The long-awaited aquatic centre and other projects on Red Deer’s to-do list would be pushed back if the provincial government acts on advice to make municipalities shoulder more capital costs, says Red Deer’s mayor.
City residents would have to rein in their expectations significantly, adds Tara Veer, reacting to recommendations from a panel looking into Alberta’s finances.
The so-called blue ribbon panel, chaired by former Saskatchewan finance minister Janice MacKinnon, came up with 26 recommendations to reduce the provincial deficit, including shifting more of the responsibility for capital projects onto municipalities.
This would cause a “real impact,” says Veer, causing many construction and maintenance projects to be deferred.
Red Deer city councillors are wary of more “downloading” of provincial responsibilities onto communities.
Some councillors fear the Municipal Sustainability Initiative funding the city receives from the province could be kept at the 10 per cent reduced interim rate it’s getting until the provincial budget is passed — or even cut back more.
Coun. Vesna Higham understands the need to reduce the provincial deficit, but believes this shouldn’t come at the expense of cities and towns.
She notes Red Deer is already dealing with the detrimental effects of drug addiction, homelessness and mental health problems — which are all provincial funding responsibilities — and “cannot carry more burden.”
Provincial grants have been axed over decades and “we are at the point where the rubber hits the road,” she adds.
Veer notes that when local social agencies receive provincial cutbacks, their next step is coming to the city for financial help — and where will the money come from if municipalities are cut back too?
Coun.
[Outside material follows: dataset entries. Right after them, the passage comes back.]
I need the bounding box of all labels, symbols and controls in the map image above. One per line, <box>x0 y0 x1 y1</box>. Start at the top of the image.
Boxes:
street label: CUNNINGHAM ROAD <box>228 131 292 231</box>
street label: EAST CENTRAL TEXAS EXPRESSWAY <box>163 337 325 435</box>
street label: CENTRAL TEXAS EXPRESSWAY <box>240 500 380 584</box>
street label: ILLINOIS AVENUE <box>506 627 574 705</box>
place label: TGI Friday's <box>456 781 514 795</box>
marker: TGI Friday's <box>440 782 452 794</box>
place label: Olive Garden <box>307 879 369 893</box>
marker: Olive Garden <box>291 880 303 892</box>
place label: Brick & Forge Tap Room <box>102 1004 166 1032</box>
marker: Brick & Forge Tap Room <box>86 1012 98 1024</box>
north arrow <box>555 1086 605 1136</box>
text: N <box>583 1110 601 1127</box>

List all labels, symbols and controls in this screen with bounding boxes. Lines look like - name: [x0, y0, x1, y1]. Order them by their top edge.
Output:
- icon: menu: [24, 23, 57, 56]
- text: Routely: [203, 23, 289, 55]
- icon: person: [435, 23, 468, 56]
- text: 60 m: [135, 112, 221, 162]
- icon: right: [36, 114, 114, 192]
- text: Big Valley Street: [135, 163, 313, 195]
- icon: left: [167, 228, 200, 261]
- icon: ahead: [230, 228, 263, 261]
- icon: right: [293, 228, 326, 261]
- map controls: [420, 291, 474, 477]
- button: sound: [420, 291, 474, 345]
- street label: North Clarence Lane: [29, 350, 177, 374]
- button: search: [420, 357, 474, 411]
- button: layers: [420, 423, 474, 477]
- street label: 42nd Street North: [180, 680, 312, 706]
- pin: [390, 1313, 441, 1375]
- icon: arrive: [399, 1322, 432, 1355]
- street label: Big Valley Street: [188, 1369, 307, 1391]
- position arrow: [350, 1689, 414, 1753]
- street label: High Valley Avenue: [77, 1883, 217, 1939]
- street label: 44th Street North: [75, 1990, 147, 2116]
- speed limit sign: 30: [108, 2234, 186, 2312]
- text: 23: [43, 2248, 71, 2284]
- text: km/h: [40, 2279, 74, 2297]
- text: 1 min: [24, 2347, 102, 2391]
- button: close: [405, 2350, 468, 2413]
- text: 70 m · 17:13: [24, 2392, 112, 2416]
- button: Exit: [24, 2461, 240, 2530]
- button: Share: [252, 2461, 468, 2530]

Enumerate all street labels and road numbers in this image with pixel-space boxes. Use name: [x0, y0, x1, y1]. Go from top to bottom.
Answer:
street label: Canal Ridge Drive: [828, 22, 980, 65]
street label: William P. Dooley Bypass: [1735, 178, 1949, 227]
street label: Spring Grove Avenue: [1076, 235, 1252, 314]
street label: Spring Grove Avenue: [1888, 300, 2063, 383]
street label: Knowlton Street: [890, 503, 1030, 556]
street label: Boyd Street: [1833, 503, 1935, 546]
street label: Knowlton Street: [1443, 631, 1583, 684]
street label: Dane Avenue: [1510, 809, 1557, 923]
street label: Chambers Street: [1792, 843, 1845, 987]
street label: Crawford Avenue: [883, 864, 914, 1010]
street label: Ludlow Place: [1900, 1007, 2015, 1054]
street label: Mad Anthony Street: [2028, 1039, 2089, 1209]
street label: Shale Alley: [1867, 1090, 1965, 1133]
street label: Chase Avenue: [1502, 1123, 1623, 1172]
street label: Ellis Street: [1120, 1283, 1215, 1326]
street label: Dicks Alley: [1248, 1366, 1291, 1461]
Dianne Wyntjes says there’s only one taxpayer, regardless of whether the “ask” comes from the province or municipality.
“Folks will just end up paying more in municipal taxes…”
Although Alberta was deemed the biggest spending province in Canada, Wyntjes wonders why revenue potential wasn’t factored into the panel’s considerations.
Why did the government just reduce corporate taxes without making job creation a clear stipulation, she adds — and why isn’t there a discussion about implementing a provincial sales tax, since this province is the only one in the country without one?
If rising deficits are the problem, Wyntjes feels a sales tax could be a fairer solution — instead of clawing back needed money from municipal programs.
All Alberta municipalities are waiting to see what the provincial budget will bring this fall.